Cross-platform software toolkits have never — ever — produced top-notch native apps for Apple platforms. Not for the classic Mac OS, not for Mac OS X, and not for iPhone OS. Such apps generally have been downright crummy. On the other hand, perhaps iPhone users will be missing out on good apps that would have been released if not for this rule, but won’t now. I don’t think iPhone OS users are going to miss the sort of apps these cross-platform toolkits produce, though.

http://daringfireball.net/2010/04/why_apple_changed_section_331

What the heck? So these games are bad and no one would miss them if pulled off the App Store?

http://www.youtube.com/v/pvfVDczQXOY&hl=en_US&fs=1&

http://www.youtube.com/v/xrDW5Dh3pCU&hl=en_US&fs=1&

I don’t think its even a necessary to tell why these falsifies the statement of John Gruber. Unity games have many times over been in the top 10 of popular games, and Zombieville USA is constantly high on the lists, bobbing up and down in the top 100.

Now onto the reason of why this even matters to me. The reason I got a Mac in the first place was Unity, before it was released on Windows as well. First I got a Mac Mini to get rolling with Unity. Later on I got a MacPro 8 core xeon, early 2008 model, a really good deal at the time, unlike the more recent ones. Then I got a Macbook Pro for working on the go and use in meetings. I also applied to become an iPhone developer, got the Unity for iPhone license, got an iPod touch 2nd gen and later a 1st gen for testing. Finally I also got an iPhone 3GS.

Unity turned me into a Mac user. I started to like the system for its underlying BSD foundations, general stability, apps such as Quicksilver and other small clever tools, not having any of the system rotting I have experienced in Windows ( that said, I have been told that its a thing of the past with Windows 7 ).
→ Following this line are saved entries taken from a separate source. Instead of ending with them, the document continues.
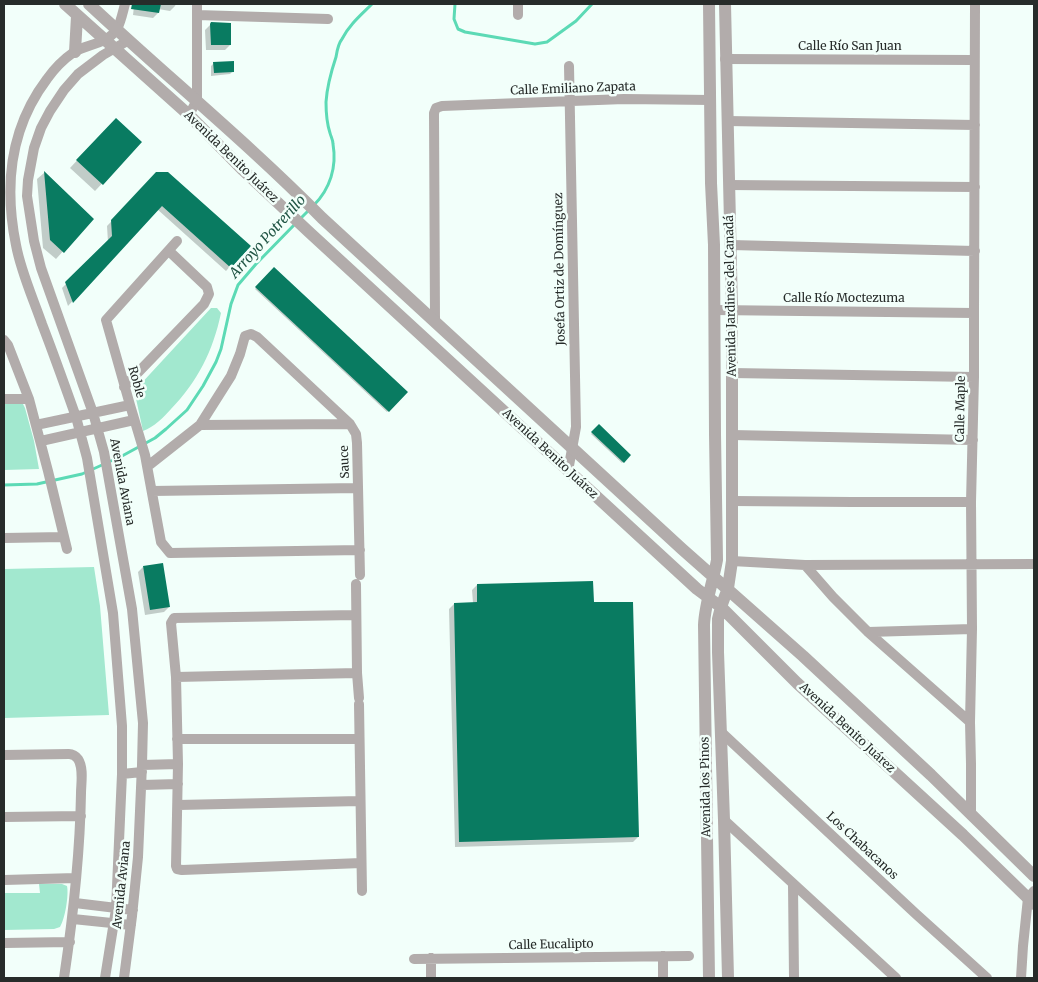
<!DOCTYPE html>
<html>
<head>
<meta charset="utf-8">
<style>
  body { margin:0 }
  #map { position:relative; width:1038px; height:982px; overflow:hidden; background:#f2fffa; font-family:Merriweather,serif }
  canvas { display:block }
  .frame { position:absolute; inset:0; border:5px solid #272c2a; pointer-events:none }
</style>
</head>
<body>
<div id="map">
<canvas width="1038" height="982"></canvas>
<div class="frame"></div>
</div>
<script>
const context = document.querySelector('canvas').getContext('2d');
context.lineJoin = 'round';
function fill(path, color) {
  context.fillStyle = color;
  context.fill(path, 'evenodd');
}
function stroke(path, color, width, dash) {
  context.strokeStyle = color;
  context.lineWidth = width;
  context.lineCap = dash ? 'butt' : 'round';
  context.setLineDash(dash || []);
  context.stroke(path);
}
function write(font, color, halo, rows, align = 'center') {
  context.font = font + ' Merriweather,serif';
  context.lineWidth = 5;
  context.setLineDash([]);
  context.textBaseline = 'middle';
  context.strokeStyle = halo;
  context.fillStyle = color;
  for (const [text, x, y, turn = 0] of rows) {
    context.save();
    context.translate(x, y);
    context.rotate((+turn || 0) * Math.PI / 180);
    context.textAlign = isNaN(turn) ? turn : align;
    if (halo) context.strokeText(text, 0, 0);
    context.fillText(text, 0, 0);
    context.restore();
  }
}
fill(new Path2D(`
  M211 308H217L221 313C213 351 198 381 171 409 164 417 154 427 143 431L135 394 138 387Z
  M20 402 23 404 25 408 34 441 39 469 4 470V403Z
  M94 567 100 606 109 715 4 718V569Z
  M39 884H62L67 886C69 895 65 919 60 927L54 929 4 930V893H40Z`), '#a2e8cf');
fill(new Path2D(`
  M136 4H176L175 6 170 11 158 9V13L153 18 133 15 134 6Z
  M211 24 230 45 225 50H206L205 30Z
  M214 63 233 71 230 74 211 76V66Z
  M109 126 141 142 95 191 70 168Z
  M44 173 92 219 56 259 43 248 37 179Z
  M157 174 249 246 226 271 157 209 68 306 62 288 108 242 107 226Z
  M274 269 406 392 387 412 255 289Z
  M599 426 630 455 622 463 591 434Z
  M143 567 169 607 164 612 145 615 138 572Z
  M477 585 592 604 638 837 633 842 455 847 449 609 454 604 473 603 472 590Z`), '#0003');
stroke(new Path2D(`
  M455 4 454 19 458 29 465 32 535 44 547 42 576 21 592 4
  M314 205C330 189 337 167 333 144 333 140 331 137 330 133 327 124 326 112 326 102 327 87 331 72 336 57 337 51 338 44 342 39 349 25 361 15 372 4
  M300 219 310 209
  M4 485 37 484 82 474 122 456 155 438 166 429 187 410 203 386 216 362 221 349 231 304 238 285 256 264 296 223`), '#5cdab5', 3);
fill(new Path2D(`
  M132 4H161L159 13 131 9Z
  M211 22 231 23V45H211L210 24Z
  M234 61V72L214 73 213 62Z
  M116 118 142 142 103 185 76 160Z
  M44 171 94 219 64 253 50 240Z
  M156 172H168L251 246 231 268 162 206 73 303 65 282 112 236 111 220Z
  M274 267 408 392 389 412 255 287Z
  M599 424 631 455 624 463 591 432Z
  M163 563 170 607 150 610 143 566Z
  M593 581 594 602H633L639 837 459 842 454 603 477 602V584Z`), '#097b61');
stroke(new Path2D(`
  M518 4V15
  M197 15 328 19
  M725 59 974 60
  M189 115 197 100V4
  M727 121 975 125
  M729 185 975 187
  M177 241 106 320 130 405 145 455 161 542 170 553 360 550
  M731 245 975 251
  M714 310 974 313
  M435 321 434 113 436 108 442 106 624 99 711 100
  M4 340 8 345 29 399 48 471 67 549
  M732 373 974 377
  M124 387 204 304 209 294 207 287 169 251
  M4 399H29
  M36 425 130 405
  M200 425 350 424
  M732 435 973 440
  M41 441 134 420
  M148 466 200 425 231 376 240 354 245 336 251 334 257 337 350 424 356 434 357 443 360 575
  M568 471 576 427 569 66
  M152 491 358 488
  M733 501 852 502H971
  M4 538 64 537
  M732 561 805 565 1034 564
  M805 565 833 597 868 632 970 722
  M356 584 357 673 359 698
  M356 615 174 618 171 623 176 677 178 764 176 866 177 869 182 870 361 863
  M868 632 972 629
  M176 677 357 673
  M359 704 362 891
  M721 732 916 914 987 978
  M177 739H359
  M4 755 69 754C72 754 76 756 78 759 84 768 81 784 81 793 80 855 73 917 64 978
  M142 765 178 764
  M122 774 142 772
  M142 785 178 784
  M178 805 360 801
  M971 815V764L970 722 972 629 971 502 974 377V313L975 4
  M4 817 81 816
  M724 820 896 978
  M4 880 76 878
  M793 885 794 978
  M75 903 133 910
  M73 919 131 925
  M4 943 70 942
  M663 956V978
  M431 958V978
  M414 959 689 956
  M105 978 116 909 122 774V726L113 613 87 458 76 417C65 386 54 355 42 324 33 298 21 272 16 245 4 186 10 128 47 79 54 69 64 59 74 52 88 44 107 44 117 29 121 22 123 11 125 4
  M124 978 132 916 138 857 142 765 143 723 132 609 104 452 93 413 41 268 34 241 27 196 28 180 34 148 41 128 50 111 64 90 78 74 103 55 129 40
  M1021 978 1023 946 1028 898 1034 891`), '#b2acab', 10);
stroke(new Path2D(`
  M65 4 189 115 243 170 309 232 697 589 721 607 797 683 963 835 1034 904
  M89 4C166 76 248 143 322 218L682 549 803 656 931 775 1034 876
  M725 4 732 311V561L728 588 721 607 718 619V652L724 820 728 978
  M75 52 77 16
  M709 978 704 625C705 603 713 582 717 560L715 434 714 245 711 183 709 4`), '#b2acab', 12);
write('12px', '#272c2a', '#f2fffa', [
  ["Calle Río San Juan",850,47],
  ["Calle Emiliano Zapata",573,89,-2],
  ["Avenida Benito Juárez",231,157,44],
  ["Josefa Ortiz de Domínguez",560,269,-91],
  ["Avenida Jardines del Canadá",731,296,-91],
  ["Calle Río Moctezuma",844,299],
  ["Roble",136,382,74],
  ["Calle Maple",961,409,-89],
  ["Avenida Benito Juárez",550,454,43],
  ["Sauce",345,462,-92],
  ["Avenida Aviana",122,482,79],
  ["Avenida Benito Juárez",847,728,43],
  ["Avenida los Pinos",706,787,-91],
  ["Los Chabacanos",862,846,43],
  ["Avenida Aviana",122,885,-84],
  ["Calle Eucalipto",551,945,-1]
]);
write('italic 14px', '#225646', '#f2fffa', [
  ["Arroyo Potrerillo",268,237,-48]
]);
</script>
</body>
</html>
I set up LightWave on my Mac, got the Mac versions of any and all plugins I have purchased earlier, got a Mac license of NukeX and have now been considering to get Final Cut Pro.
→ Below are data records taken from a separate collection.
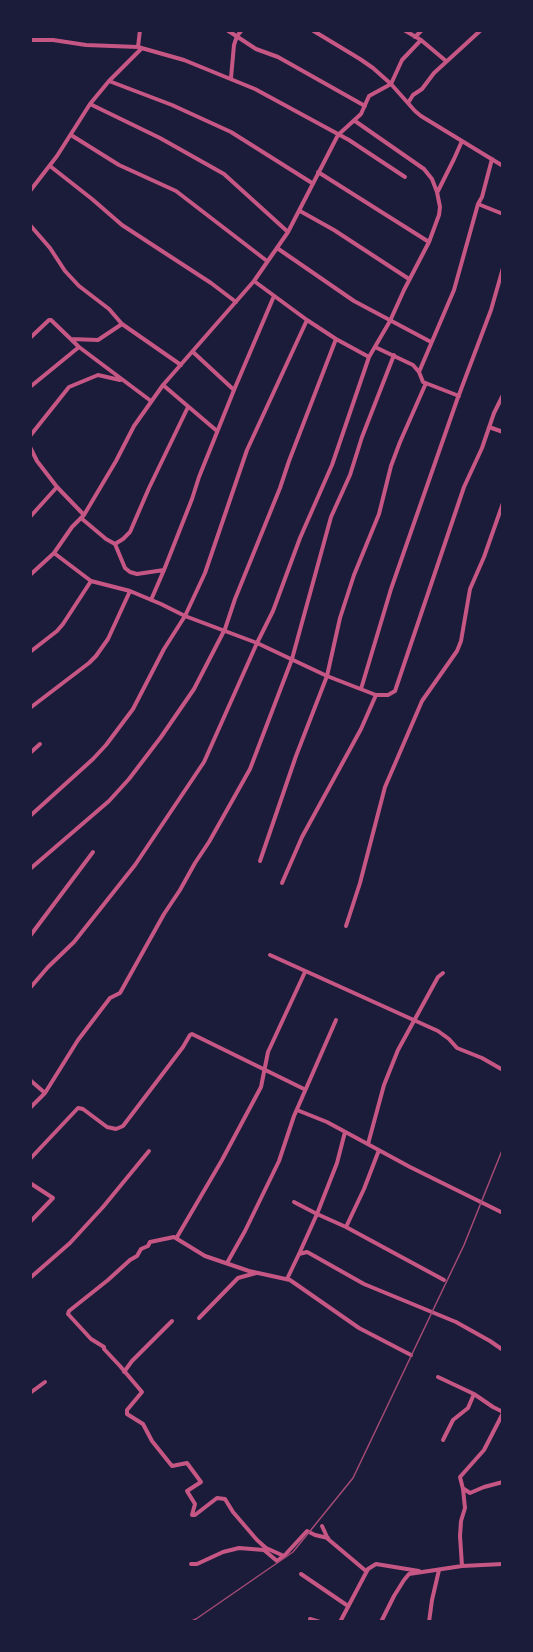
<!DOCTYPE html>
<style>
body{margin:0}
#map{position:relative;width:533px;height:1652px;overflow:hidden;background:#1b1b3a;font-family:Barlow,sans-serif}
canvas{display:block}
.frame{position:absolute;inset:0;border:32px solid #1b1b3a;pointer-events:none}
</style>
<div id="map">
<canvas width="533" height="1652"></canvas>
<div class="frame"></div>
</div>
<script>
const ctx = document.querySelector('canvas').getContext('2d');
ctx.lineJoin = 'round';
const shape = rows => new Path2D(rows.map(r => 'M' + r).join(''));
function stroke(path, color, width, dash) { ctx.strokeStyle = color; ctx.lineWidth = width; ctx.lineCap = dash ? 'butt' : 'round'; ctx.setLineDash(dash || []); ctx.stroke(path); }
const minor = shape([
 [140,30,138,47,184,60,255,89,349,140,405,177],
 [227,30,256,49,278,57,365,106],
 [312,30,360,59,373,68,391,84,415,111,421,116,503,166],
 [404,30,421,40,446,61],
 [415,37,422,30],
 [30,40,53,40,86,45,138,47],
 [231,78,234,45,237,36,242,30],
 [109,81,172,105,231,132,312,183],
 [408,103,413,95,422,89,434,73,481,30],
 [90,104,160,138,224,174,288,232],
 [71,135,119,165,176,191,267,261],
 [50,166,92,199,122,225,211,283,236,302],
 [318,172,429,242],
 [30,191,57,156,90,104,109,81,141,49],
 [438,191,454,159,462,141],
 [478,204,482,197,492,159],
 [300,211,334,230,409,279],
 [30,225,50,248,65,271,79,286,109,309,122,324,181,365],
 [277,248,354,301,431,342],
 [254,281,307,320,336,339,369,357],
 [30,338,49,320,51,320,79,347,151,401],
 [71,339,98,340,122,324],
 [375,347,413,365,419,372,423,382,459,396],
 [193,352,234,390],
 [419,372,454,290,478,204,503,214],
 [163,385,217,431],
 [30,387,79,347],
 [489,427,503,432],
 [30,436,69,387,98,375,120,380],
 [30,447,37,461,57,487,84,515],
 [30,517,57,487],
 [81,518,106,539,115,544,125,568,130,572,137,574,164,570],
 [115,544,123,539,130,532,149,488,188,407],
 [54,553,91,581,130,591,161,604,185,616,257,643,327,676,376,695],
 [30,575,54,553,72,527,84,515,116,461,134,426,163,385,254,281,288,232,338,135,361,114,369,96,391,84,402,60,421,40],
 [151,600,164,570,192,499,199,477,234,390,274,296],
 [30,652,57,631,63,624,91,581],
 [361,689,391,589,457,400,491,310,503,268],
 [30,708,89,663,96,656,108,639,130,591],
 [30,753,40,744],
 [30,816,93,759,106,745,133,709,164,649,185,616,205,573,247,450,307,320],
 [260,861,296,756,327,676,340,618,354,575,379,514,391,466,400,442,426,383],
 [30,869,109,801,129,779,161,737,194,689,225,629,235,599,280,488,289,461,336,339],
 [282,883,302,837,361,729,376,695,388,695,395,691,464,487,482,448,494,413,503,395],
 [346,926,360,883,385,787,422,701,457,651,461,641,470,589,484,557,503,503],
 [30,936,93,852],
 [270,955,438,1031,449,1039,457,1048,482,1058,503,1070],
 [30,988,48,967,74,942,135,865,204,762,257,643,273,611,300,538,332,465,369,357,390,321,404,290,429,242,439,215,440,207,437,192,432,179,424,169,355,121],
 [30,1080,45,1093],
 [30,1108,45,1093,78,1040,110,998,120,993,164,914,180,890,195,863,209,842,250,769,292,659,331,517,350,475,362,437,394,355],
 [297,1110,327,1122,410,1167,503,1213],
 [368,1144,384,1085,398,1050,438,977,443,973],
 [30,1159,78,1108,83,1109,107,1127,116,1129,123,1126,183,1047,190,1035,192,1034,304,1089],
 [503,1167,503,1168],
 [30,1183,53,1198,30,1222],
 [294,1202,317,1214,346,1227,444,1280],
 [346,1227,364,1189,379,1150],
 [177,1237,222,1160,261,1087,268,1052,305,972],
 [299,1254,307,1252,309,1253,364,1284,456,1322,490,1341,503,1350],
 [227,1263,245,1231,279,1161,294,1116,336,1020],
 [30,1278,70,1243,103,1207,149,1151],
 [287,1279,299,1254,317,1214,337,1163,345,1132],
 [199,1318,238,1278,256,1273],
 [124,1372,132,1361,172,1321],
 [438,1377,474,1394,493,1407,503,1412],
 [30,1393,45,1382],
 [443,1440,453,1420,468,1408,474,1394],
 [464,1489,470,1493,484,1487,503,1482],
 [322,1526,328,1539,366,1571],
 [284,1556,266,1548,257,1540,233,1512,225,1499,217,1498,195,1515,192,1515,195,1504,187,1491,201,1482,187,1463,172,1466,152,1441,143,1424,127,1414,127,1410,142,1392,120,1366,104,1349,104,1347,91,1339,68,1314,69,1311,108,1280,130,1260,137,1256,141,1249,148,1246,150,1242,174,1237,205,1256,249,1271,290,1280,359,1328,411,1355],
 [191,1564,197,1564,223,1552,239,1548,264,1550,277,1561,284,1556,307,1531,315,1535,328,1538],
 [462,1566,460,1536,461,1521,465,1508,463,1489,460,1477,484,1450,503,1413],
 [301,1574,348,1606],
 [310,1619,320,1622],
 [340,1622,368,1569,376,1564,419,1571],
 [381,1622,394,1596,404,1580,409,1574,462,1566,503,1564],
 [429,1622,432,1600,439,1570]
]);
const rail = shape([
 [189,1622,196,1619,293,1552,353,1478,464,1245,503,1148]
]);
stroke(minor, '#c65784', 4);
stroke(rail, '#a44b75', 1.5);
</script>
If the final word in this situation is that Unity will not be allowed for use as a dev tool for iPhone, iPod, and iPad, then I will most likely end up migrating back to Windows, as I have realized, I am not as much a Mac user as a Unity user and developer. If I am a follower of any sort of technology, its of Unity, and not Apple. The quality of Apple products is good, but if this Apple-Adobe pissing contest will cause too much turmoil in my toolbox then I am a outta here…  I hope and cross fingers that the widespread interpretation of the recent legal changes turns out to be mostly smoke and little fire. One good thing from all of this is that it has reminded me not to put all my eggs in one basket, hence why I offer interface design, VFX workflow tools, web and graphic design, rendered and realtime 3D for industrial visualization, game design and prototyping.

The best thing for now is to wait for official word from Unity, not listen to rumors or interpretations and go back to GSD (Get Shit Done).